OTOH I'm not sure what the Liberals could have done to continue to persuade large sections of the working class to continue backing them as socialism spread through Europe and attracted more people.
Labour were growing quickly before the war although they had a small setback in the second 1910 election (possibly a shortage of funds after fighting one election earlier that year).
I think they would have continued to grow until they reached the point that they divided the anti Tory opposition (as the SDP/Libs did in the 1980s) to the point where the Liberals couldn't win power alone. Also the more Labour grows the more right wing Liberals would be frightened into joining the Tories.
Eventually some kind of Lib/Lab coalition government would have been elected.
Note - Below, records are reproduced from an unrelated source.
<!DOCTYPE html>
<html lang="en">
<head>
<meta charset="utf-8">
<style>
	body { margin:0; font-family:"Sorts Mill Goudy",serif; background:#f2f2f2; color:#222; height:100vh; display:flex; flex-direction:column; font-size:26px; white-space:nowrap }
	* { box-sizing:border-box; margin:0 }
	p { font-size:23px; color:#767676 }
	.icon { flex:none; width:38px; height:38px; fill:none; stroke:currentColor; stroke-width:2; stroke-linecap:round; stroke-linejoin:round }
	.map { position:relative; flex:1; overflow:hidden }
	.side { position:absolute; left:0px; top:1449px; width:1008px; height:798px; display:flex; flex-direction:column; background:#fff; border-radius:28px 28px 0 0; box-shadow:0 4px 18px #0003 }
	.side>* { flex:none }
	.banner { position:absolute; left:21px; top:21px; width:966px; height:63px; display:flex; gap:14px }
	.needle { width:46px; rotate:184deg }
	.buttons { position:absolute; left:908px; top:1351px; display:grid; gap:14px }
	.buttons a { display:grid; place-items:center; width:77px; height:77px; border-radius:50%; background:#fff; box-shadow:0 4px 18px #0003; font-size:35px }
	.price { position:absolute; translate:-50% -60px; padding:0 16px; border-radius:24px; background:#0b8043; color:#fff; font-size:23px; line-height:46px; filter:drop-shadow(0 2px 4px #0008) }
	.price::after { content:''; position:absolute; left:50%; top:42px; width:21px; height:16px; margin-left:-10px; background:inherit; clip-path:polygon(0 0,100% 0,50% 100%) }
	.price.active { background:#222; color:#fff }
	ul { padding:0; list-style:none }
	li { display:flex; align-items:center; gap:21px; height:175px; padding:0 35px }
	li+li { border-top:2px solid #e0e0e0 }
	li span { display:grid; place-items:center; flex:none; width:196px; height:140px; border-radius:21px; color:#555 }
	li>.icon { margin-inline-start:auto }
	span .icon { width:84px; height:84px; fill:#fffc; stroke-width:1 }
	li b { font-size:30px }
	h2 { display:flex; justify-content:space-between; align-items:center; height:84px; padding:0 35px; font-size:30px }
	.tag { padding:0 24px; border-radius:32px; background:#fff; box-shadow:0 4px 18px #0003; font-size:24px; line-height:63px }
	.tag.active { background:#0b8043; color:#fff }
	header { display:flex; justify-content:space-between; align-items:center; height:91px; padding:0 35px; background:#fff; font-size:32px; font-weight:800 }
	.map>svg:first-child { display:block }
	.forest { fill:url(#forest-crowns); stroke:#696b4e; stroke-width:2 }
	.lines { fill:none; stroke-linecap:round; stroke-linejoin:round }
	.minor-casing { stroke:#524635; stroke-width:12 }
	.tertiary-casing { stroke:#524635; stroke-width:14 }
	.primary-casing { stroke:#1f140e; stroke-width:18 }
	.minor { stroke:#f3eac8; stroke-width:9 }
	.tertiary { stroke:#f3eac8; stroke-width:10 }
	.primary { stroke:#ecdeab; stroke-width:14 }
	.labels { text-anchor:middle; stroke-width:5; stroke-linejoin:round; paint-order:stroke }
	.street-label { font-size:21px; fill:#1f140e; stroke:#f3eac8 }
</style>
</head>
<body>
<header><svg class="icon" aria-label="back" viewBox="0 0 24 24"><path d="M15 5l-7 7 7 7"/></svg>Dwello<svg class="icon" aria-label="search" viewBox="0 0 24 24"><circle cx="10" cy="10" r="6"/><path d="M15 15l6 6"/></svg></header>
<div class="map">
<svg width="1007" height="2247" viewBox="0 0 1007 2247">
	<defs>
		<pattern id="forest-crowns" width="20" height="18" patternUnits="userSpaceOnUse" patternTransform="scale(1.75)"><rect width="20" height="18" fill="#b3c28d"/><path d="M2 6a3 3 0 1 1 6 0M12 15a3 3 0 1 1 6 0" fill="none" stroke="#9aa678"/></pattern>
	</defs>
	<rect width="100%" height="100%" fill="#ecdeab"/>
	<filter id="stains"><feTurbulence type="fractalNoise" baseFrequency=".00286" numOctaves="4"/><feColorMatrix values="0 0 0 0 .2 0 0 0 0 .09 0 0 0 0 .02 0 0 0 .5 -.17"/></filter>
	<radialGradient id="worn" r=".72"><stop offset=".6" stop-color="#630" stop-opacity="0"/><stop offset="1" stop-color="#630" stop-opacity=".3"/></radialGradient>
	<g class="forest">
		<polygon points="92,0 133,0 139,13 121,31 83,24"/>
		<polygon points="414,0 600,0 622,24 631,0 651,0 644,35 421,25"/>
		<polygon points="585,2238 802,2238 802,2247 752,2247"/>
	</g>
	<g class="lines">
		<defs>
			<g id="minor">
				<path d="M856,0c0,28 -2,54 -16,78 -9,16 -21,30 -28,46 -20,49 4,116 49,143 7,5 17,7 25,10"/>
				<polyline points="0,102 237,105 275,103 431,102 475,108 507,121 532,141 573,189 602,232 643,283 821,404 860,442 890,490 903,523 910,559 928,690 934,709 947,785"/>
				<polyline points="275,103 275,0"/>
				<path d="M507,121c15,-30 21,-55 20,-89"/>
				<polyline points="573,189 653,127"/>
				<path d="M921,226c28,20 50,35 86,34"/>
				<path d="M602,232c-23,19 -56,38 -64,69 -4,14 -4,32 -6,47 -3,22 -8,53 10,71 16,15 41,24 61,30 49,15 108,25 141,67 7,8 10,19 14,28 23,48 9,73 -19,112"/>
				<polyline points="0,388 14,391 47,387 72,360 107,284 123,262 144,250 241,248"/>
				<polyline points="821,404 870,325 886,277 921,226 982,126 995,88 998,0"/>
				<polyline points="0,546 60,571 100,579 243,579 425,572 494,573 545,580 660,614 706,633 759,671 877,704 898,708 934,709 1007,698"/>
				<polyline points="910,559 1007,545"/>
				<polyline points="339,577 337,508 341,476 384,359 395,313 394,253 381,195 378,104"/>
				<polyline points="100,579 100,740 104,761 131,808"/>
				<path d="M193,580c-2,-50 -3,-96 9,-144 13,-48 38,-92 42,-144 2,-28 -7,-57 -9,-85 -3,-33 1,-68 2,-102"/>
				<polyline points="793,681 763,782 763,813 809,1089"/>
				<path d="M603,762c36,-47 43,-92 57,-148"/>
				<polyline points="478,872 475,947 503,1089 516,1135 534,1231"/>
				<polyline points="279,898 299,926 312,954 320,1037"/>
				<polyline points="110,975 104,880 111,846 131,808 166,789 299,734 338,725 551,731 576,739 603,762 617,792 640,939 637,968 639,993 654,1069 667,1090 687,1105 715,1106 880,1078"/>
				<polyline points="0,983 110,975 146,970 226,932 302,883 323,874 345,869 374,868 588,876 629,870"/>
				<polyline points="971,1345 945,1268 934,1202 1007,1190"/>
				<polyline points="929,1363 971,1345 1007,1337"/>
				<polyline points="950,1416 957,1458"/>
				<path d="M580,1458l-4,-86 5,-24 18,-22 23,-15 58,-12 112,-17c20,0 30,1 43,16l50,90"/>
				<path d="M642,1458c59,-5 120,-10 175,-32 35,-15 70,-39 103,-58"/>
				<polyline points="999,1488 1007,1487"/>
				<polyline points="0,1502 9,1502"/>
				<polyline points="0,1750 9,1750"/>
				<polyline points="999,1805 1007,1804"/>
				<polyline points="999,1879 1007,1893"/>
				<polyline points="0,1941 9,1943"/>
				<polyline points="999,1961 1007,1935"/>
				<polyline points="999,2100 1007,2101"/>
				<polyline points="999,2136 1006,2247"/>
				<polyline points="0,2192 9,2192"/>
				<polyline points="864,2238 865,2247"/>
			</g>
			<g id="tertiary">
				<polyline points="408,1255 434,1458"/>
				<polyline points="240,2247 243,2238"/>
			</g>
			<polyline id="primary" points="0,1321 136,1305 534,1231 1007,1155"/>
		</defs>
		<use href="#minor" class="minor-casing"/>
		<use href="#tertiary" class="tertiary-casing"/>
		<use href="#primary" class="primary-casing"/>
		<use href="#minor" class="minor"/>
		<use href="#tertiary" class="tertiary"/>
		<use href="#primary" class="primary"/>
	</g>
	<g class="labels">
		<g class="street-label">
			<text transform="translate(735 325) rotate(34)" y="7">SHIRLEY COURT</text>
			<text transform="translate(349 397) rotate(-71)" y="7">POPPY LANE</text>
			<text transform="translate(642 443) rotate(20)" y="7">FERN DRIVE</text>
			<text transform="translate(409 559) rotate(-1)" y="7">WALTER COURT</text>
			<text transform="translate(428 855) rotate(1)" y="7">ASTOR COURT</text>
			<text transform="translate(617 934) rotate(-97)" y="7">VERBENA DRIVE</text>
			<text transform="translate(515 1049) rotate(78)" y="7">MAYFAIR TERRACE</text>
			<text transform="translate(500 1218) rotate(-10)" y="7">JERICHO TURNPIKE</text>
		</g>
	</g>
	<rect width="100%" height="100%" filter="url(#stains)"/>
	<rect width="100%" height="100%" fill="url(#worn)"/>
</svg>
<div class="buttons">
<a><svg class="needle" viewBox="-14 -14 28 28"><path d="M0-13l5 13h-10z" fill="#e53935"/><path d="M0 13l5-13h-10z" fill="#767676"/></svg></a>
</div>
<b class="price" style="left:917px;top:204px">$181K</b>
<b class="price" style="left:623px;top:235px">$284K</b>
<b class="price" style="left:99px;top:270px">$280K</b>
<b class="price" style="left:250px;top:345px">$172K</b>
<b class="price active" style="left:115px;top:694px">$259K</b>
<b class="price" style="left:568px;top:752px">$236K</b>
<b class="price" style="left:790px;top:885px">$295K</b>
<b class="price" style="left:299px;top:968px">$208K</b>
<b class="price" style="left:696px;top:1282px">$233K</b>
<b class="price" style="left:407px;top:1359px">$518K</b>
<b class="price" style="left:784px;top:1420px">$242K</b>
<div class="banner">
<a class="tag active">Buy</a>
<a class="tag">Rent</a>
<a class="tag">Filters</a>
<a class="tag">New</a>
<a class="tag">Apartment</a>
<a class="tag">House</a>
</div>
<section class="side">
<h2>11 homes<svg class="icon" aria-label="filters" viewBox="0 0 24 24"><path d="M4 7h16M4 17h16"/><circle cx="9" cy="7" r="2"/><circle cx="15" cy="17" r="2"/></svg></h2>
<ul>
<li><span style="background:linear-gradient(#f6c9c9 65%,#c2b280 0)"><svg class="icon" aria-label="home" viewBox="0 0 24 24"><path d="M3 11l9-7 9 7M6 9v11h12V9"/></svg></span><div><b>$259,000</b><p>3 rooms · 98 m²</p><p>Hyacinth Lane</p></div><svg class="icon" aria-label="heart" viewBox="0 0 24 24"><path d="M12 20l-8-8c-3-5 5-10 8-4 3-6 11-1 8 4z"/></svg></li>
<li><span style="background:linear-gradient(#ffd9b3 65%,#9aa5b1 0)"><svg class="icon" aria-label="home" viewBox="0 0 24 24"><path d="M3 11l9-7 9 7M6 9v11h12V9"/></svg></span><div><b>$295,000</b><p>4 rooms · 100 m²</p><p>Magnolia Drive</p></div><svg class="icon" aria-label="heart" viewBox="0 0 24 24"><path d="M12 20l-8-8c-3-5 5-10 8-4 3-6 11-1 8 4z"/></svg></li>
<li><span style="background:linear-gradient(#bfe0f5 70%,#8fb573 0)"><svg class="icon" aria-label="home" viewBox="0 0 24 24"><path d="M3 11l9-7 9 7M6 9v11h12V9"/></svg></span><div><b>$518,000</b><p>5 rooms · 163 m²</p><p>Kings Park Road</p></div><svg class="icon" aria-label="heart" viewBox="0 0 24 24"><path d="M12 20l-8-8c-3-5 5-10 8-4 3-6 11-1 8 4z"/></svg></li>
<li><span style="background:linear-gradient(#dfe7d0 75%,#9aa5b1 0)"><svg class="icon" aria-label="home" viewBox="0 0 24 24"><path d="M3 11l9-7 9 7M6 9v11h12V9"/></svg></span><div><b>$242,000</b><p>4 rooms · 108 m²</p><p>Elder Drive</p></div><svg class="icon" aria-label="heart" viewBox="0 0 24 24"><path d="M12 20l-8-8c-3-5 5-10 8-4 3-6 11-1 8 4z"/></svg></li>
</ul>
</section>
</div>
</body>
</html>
Then the left wing Liberals jump over to Labour.
I'm very skeptical of the view that the twentieth century experienced a universal explosion of working class consciousness and therefore a dramatic rise in support for socialist parties. Even if this class-based interpretation is assumed to be true, the British working-class was fragmented and relatively apolitical. Also, the Liberal party by 1914 had adapted well to an emerging focus on social issues, as Peter Clarke's classic
Lancashire and the New Liberalism showed. I don't think that the Labour party were growing that quickly before the war, most of the evidence used to support this view originates from local election results which were very variable and often totally unrepresentative of Labour's performance at a constituency level.
More importantly, the idea that British politics was dominated in the early twentieth century by "class consciousness" is flawed. There was no straightforward link between political activity and objective economic conditions or interests, as much of the "New political history" work has convincingly shown. Labour did not passively benefit from social change but made its own success, it was very fortunate to be in a position to take advantage of the Liberal schism and adapted well to the mass media in the 1920s to reach out to a wide range of social interests. I can't really see Labour breaking through without a significant political development such as the Asquith/Lloyd George spilt or a social upheaval such as the First World War. It's possible that Labour may still displace the Liberals, but I find it unlikely, at least in the short-term.